##### PROVIDED INFORMATION #####

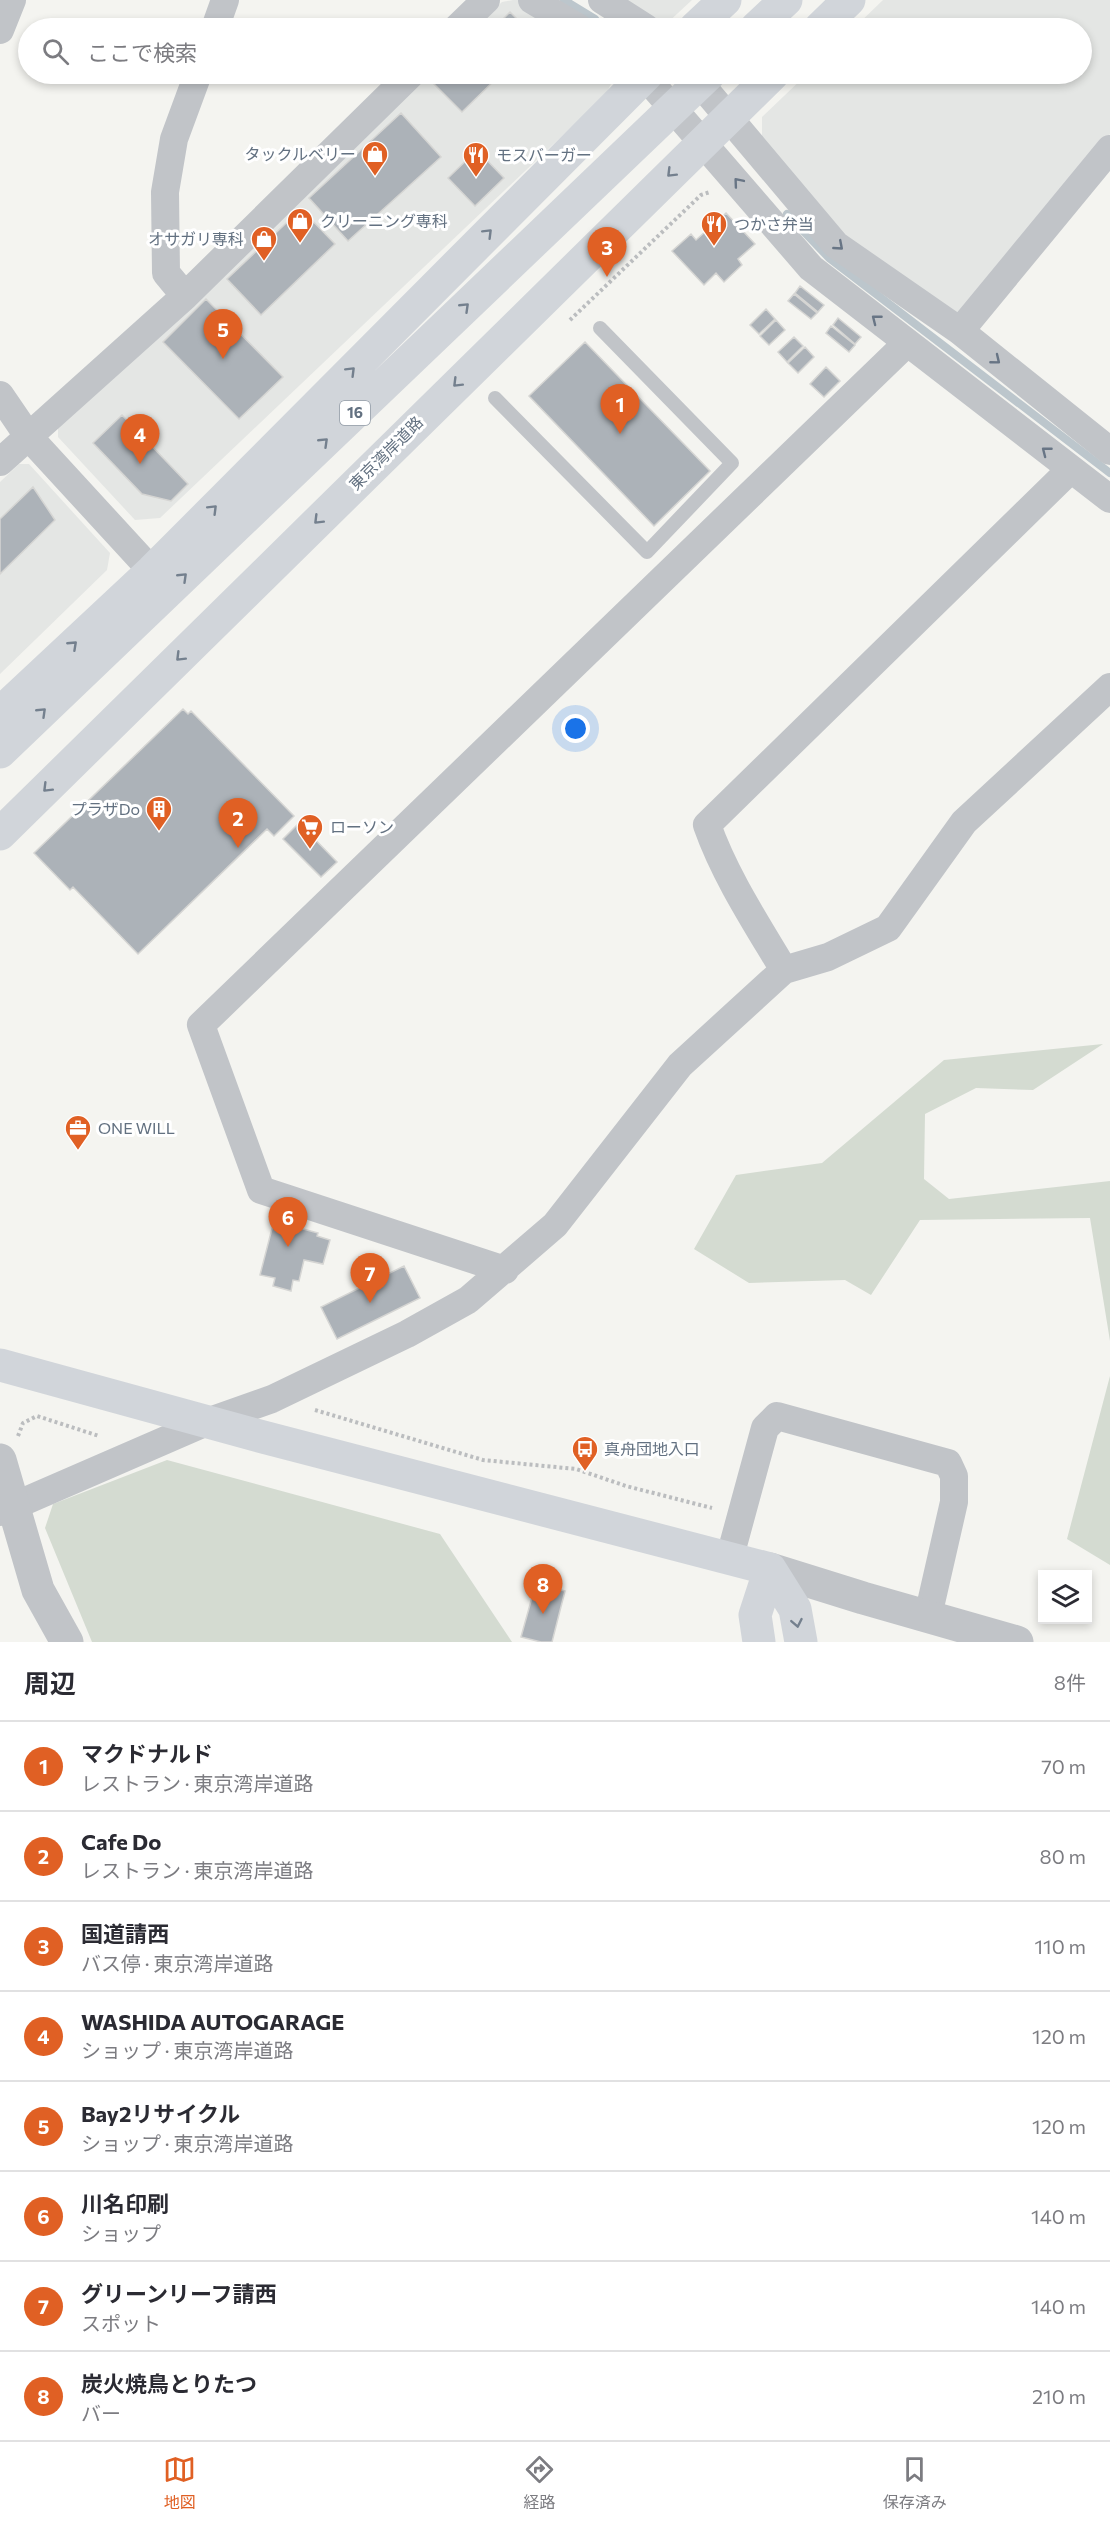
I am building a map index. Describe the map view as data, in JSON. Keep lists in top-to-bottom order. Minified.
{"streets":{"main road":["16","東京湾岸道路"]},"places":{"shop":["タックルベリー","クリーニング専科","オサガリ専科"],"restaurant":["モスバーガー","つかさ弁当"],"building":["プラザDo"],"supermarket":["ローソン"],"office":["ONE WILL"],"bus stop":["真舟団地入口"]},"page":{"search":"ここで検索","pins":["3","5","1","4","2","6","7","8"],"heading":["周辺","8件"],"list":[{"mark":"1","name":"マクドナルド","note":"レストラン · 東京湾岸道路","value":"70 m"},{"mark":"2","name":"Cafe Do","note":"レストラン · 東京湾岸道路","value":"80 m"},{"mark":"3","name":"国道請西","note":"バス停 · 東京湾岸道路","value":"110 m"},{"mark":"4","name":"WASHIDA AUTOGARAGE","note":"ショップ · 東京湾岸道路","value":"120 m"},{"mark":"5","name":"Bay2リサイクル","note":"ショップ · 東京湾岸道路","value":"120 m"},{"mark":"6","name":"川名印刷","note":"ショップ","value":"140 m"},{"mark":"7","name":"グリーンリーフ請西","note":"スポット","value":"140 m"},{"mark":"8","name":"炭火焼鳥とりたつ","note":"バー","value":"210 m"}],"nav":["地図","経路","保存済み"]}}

#####
##### PROVIDED INFORMATION #####

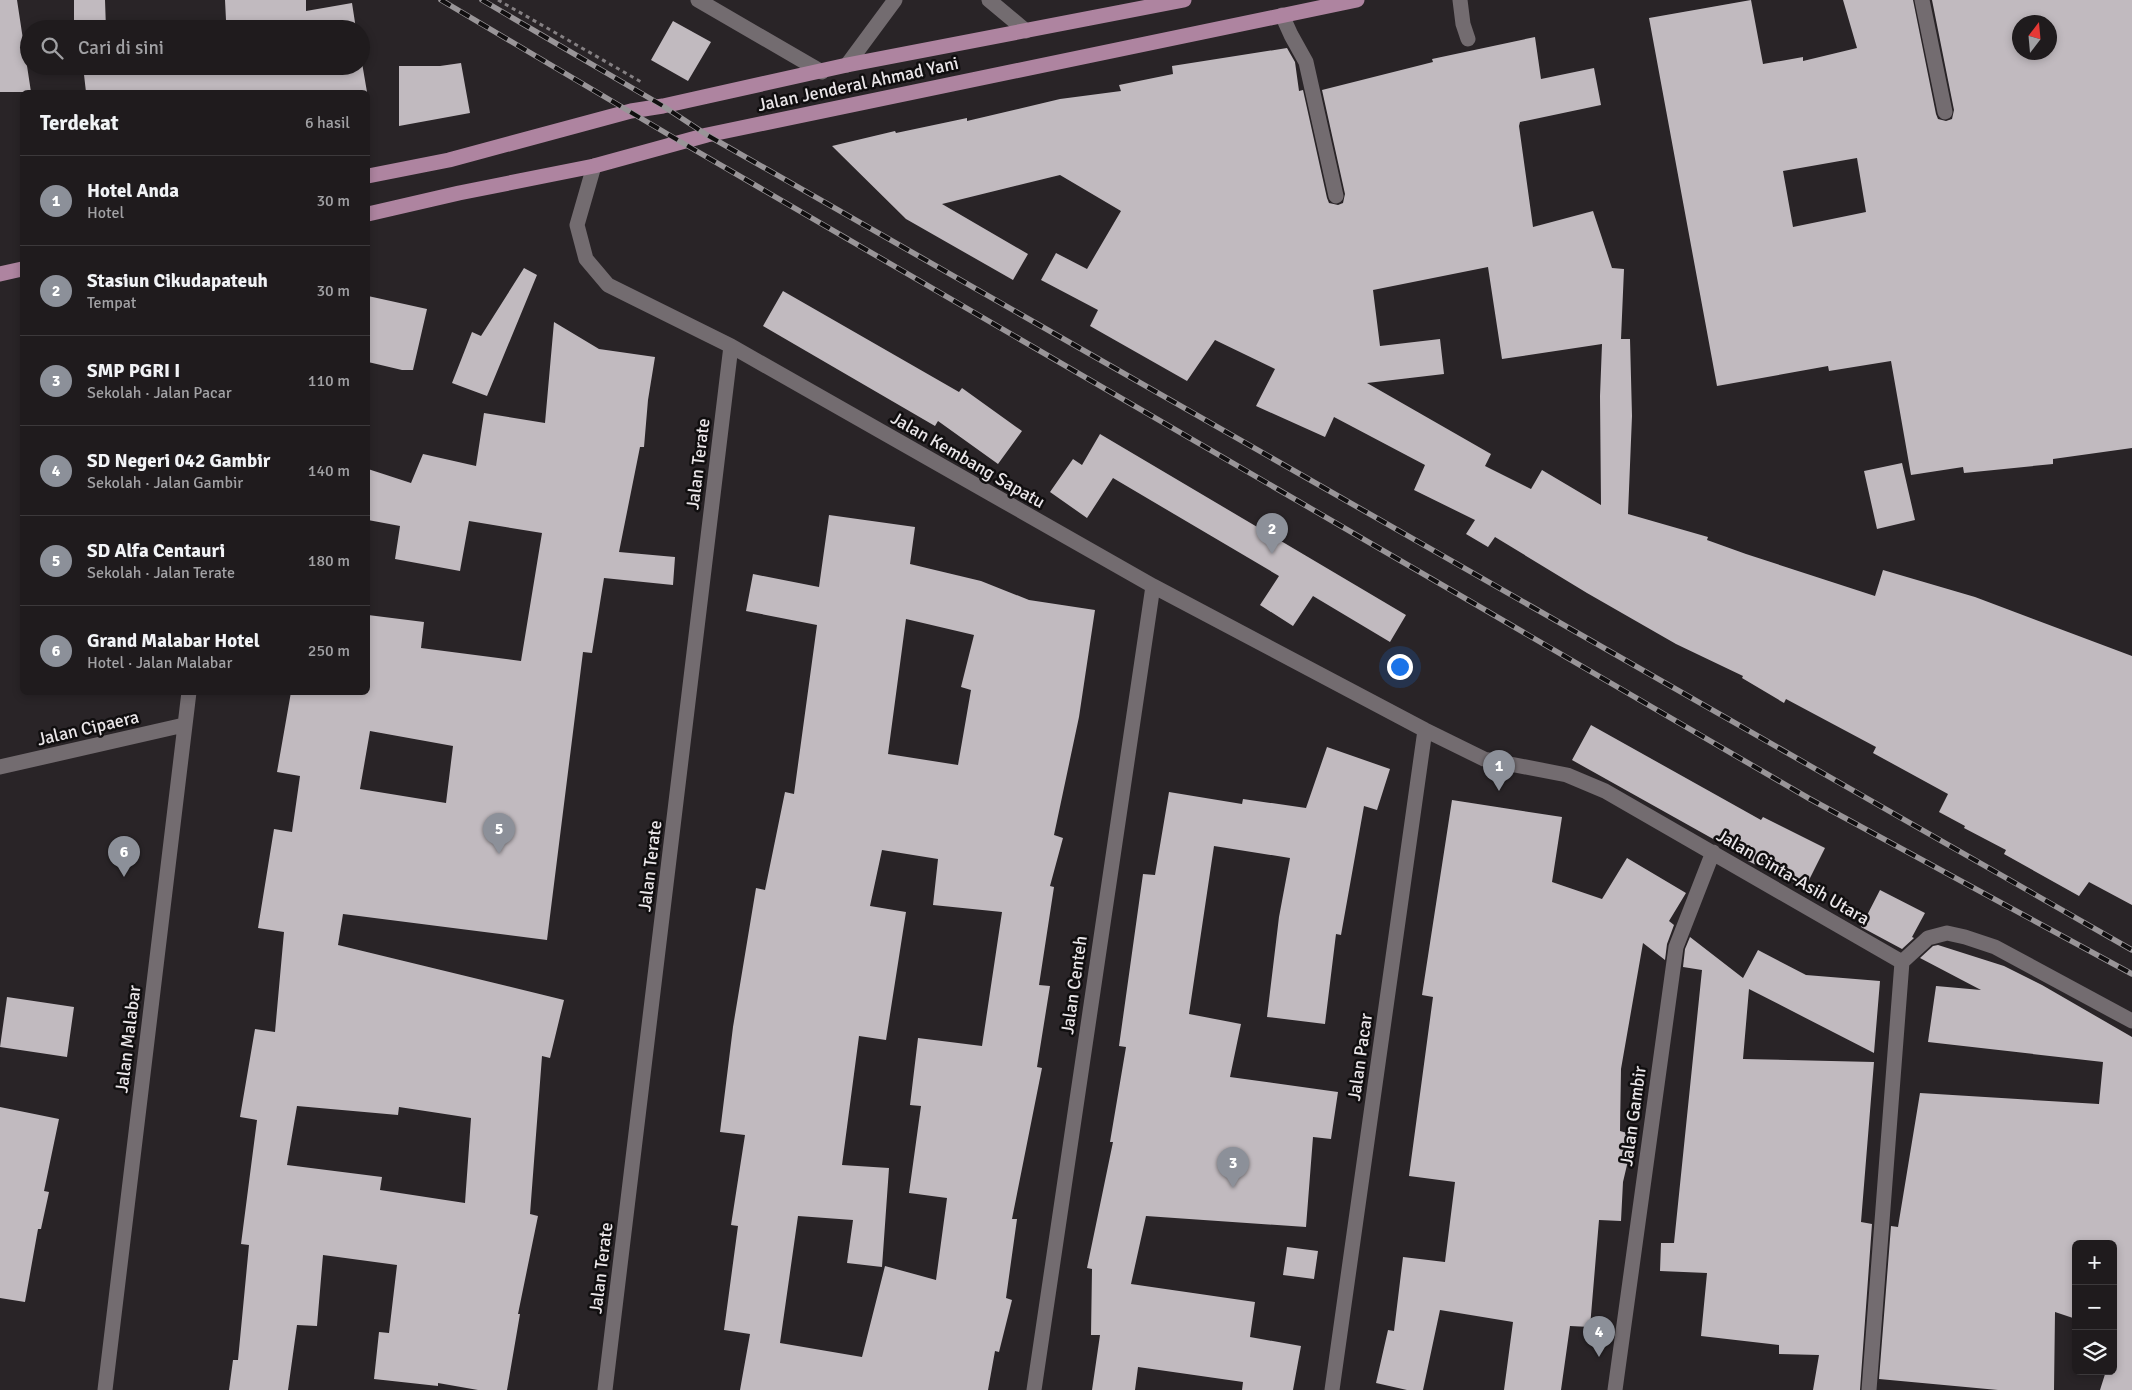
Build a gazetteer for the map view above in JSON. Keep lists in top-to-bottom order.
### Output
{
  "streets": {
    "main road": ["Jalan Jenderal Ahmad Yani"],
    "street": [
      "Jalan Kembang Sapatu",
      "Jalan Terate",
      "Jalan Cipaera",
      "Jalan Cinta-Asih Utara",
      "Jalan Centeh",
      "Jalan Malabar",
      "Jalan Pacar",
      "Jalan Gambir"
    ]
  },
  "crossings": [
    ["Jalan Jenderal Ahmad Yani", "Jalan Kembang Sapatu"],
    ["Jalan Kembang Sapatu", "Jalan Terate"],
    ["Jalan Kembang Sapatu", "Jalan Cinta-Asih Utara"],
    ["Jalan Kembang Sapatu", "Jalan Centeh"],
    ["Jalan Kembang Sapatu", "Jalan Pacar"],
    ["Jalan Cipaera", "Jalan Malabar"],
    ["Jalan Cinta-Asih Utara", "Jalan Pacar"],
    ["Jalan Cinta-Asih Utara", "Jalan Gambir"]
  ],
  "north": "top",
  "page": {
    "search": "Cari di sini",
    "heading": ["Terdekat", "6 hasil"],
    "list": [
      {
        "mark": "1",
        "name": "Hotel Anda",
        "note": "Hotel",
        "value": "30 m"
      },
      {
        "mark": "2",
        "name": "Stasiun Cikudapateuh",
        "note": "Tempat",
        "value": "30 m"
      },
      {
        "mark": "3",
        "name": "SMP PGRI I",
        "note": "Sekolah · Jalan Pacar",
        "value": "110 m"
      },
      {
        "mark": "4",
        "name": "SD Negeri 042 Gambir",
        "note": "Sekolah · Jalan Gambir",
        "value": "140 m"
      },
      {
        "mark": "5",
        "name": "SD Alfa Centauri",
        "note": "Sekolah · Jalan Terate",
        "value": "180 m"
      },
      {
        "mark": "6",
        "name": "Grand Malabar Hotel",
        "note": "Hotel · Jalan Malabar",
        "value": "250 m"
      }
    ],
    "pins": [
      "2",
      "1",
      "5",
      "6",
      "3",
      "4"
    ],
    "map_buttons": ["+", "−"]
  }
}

#####

In the records above, locate each line with the word "bottom". Copy all such lines.

I am building a map index. Describe the map view as data, in JSON. Keep lists in top-to-bottom order. Minified.
Build a gazetteer for the map view above in JSON. Keep lists in top-to-bottom order.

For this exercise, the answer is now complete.